Depois que a guarda e a convivência são definidas, dois problemas opostos costumam aparecer no dia a dia. De um lado, há o pai ou a mãe que se sente impedido de ver o filho como havia sido combinado — encontra portas fechadas, desculpas repetidas, obstáculos constantes. De outro, há aquele que reclama do comportamento do ex-cônjuge: atrasos sistemáticos, encontros desmarcados em cima da hora, horários desrespeitados. São situações diferentes, mas o ponto de partida para resolver ambas é o mesmo.

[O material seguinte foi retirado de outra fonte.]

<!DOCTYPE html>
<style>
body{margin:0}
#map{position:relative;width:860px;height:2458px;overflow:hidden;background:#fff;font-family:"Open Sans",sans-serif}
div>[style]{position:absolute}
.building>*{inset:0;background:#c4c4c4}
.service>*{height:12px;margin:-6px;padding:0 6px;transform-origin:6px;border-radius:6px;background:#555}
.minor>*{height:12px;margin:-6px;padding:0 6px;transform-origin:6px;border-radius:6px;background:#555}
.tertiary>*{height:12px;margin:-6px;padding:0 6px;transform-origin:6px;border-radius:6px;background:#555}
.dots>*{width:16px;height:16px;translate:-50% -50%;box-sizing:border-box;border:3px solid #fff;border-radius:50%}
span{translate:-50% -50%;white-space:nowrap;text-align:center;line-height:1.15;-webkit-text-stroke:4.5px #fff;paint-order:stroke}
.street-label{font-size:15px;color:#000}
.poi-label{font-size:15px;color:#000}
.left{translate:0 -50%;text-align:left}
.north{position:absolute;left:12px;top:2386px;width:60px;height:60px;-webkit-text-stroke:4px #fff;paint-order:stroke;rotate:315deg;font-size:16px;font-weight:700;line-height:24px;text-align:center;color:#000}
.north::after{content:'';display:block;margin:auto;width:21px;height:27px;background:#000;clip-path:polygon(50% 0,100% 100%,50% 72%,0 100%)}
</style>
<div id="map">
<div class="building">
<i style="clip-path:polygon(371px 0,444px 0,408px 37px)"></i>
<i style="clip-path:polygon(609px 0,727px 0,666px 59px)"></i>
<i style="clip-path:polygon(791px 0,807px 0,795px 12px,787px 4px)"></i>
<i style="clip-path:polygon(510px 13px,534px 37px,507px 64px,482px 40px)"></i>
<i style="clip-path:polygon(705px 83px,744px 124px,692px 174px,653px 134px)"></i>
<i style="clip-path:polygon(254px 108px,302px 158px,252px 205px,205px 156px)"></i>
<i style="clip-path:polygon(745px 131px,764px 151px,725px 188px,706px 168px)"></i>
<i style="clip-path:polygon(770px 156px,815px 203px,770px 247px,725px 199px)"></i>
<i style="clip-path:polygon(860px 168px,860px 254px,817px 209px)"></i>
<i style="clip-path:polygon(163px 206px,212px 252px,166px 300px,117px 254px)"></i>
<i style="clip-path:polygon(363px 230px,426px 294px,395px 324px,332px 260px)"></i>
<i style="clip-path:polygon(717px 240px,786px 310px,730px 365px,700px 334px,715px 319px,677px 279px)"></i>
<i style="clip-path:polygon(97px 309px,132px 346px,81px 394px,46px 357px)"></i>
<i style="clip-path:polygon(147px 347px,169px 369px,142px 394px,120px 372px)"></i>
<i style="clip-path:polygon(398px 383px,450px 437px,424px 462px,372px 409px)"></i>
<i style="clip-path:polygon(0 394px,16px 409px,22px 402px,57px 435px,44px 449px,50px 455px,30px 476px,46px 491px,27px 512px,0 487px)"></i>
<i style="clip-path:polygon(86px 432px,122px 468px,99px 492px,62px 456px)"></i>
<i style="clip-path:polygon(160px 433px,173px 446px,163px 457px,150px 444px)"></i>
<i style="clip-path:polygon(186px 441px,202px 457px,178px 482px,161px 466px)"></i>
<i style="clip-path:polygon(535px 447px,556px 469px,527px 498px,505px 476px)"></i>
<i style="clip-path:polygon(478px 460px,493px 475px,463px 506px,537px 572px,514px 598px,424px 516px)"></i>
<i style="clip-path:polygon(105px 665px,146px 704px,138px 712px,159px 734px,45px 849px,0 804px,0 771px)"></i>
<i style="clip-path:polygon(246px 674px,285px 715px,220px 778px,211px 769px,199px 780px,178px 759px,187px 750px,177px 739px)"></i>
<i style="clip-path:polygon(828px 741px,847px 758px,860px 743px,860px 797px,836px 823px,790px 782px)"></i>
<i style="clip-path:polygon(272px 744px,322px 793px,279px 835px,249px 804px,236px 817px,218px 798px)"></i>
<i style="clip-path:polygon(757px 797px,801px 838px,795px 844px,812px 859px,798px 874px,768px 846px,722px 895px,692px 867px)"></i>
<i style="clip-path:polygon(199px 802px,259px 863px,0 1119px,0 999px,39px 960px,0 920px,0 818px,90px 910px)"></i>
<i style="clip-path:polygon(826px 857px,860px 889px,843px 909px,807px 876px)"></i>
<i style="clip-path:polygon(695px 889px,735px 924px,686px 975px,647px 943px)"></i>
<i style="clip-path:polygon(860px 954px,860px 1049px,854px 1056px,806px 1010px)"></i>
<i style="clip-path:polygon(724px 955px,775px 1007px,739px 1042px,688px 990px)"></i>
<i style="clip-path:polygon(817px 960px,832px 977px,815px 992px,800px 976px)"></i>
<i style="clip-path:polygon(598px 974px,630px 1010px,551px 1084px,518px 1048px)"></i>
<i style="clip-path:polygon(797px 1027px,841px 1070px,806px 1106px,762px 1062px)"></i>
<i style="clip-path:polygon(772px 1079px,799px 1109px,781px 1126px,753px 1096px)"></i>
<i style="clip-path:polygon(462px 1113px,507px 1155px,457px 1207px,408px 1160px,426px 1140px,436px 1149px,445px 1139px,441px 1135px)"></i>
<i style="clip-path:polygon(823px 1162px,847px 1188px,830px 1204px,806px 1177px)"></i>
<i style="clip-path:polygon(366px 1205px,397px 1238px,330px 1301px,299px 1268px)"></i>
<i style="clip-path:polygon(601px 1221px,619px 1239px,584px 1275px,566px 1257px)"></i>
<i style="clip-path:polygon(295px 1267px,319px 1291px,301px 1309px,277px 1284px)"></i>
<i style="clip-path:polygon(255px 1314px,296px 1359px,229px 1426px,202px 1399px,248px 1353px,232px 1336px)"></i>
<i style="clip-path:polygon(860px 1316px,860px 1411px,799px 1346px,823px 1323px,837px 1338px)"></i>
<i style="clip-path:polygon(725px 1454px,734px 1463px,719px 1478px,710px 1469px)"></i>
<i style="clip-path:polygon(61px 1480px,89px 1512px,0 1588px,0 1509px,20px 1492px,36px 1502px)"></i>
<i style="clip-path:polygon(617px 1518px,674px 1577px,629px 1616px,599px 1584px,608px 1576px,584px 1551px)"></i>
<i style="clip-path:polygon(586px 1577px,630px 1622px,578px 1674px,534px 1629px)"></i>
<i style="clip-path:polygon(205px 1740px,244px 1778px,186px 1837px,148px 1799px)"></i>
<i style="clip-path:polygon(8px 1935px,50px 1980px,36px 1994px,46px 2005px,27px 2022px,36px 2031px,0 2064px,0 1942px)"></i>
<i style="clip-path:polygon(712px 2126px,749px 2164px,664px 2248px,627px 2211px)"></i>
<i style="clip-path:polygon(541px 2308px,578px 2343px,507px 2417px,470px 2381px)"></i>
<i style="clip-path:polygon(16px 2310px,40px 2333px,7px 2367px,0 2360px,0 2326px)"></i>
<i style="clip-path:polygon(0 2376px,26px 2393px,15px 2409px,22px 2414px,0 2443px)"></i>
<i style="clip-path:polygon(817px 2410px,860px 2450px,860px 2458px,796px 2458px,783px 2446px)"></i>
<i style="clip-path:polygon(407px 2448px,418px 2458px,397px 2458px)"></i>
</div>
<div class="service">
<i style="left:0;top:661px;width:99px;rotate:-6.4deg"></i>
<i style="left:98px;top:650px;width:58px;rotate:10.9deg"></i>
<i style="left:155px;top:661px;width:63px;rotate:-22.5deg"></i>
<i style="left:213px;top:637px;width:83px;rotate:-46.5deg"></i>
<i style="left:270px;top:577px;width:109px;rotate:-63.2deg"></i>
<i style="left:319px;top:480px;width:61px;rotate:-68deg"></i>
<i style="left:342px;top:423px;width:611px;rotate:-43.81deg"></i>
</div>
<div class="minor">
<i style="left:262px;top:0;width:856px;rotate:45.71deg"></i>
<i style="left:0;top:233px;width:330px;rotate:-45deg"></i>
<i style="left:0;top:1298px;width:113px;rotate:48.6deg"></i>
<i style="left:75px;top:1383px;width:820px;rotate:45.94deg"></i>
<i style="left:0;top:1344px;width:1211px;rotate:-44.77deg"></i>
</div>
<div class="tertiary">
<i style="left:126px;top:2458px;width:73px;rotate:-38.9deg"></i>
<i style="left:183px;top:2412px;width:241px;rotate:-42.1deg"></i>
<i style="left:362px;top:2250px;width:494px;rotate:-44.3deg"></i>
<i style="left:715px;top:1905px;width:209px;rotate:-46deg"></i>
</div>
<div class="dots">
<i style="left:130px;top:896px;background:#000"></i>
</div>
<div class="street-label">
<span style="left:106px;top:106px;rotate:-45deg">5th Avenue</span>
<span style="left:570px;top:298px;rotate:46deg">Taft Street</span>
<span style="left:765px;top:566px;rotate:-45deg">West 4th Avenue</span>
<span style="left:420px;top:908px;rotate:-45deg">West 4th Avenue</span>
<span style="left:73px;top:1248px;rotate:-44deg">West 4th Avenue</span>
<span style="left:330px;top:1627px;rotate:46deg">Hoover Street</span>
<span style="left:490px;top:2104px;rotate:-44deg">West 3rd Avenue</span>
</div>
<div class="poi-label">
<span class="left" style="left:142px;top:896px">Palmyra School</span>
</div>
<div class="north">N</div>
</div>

Esse ponto de partida é o registro. Antes de qualquer medida, é preciso documentar o que está acontecendo: mensagens trocadas, tentativas frustradas de buscar a criança, combinações desfeitas, datas e horários. Pode parecer burocrático, mas esse histórico é o que dá sustentação a qualquer providência posterior. Sem ele, fica difícil demonstrar à Justiça que o acordo vem sendo descumprido de forma reiterada, e não apenas em um episódio isolado.
Com o registro em mãos, a lei oferece uma escala de respostas, que vai da mais branda à mais severa. Ela costuma começar por medidas mais leves, como a advertência judicial formal ao genitor que descumpre. Caso o problema persista, é possível a fixação de uma multa, devida a cada novo descumprimento, que funciona como desestímulo financeiro. Em situações mais graves e persistentes, a Justiça pode determinar a busca e apreensão da criança nos dias que cabem ao outro genitor. E, quando o descumprimento é grave, repetido e prejudica claramente o filho, isso pode até servir de fundamento para uma revisão da guarda.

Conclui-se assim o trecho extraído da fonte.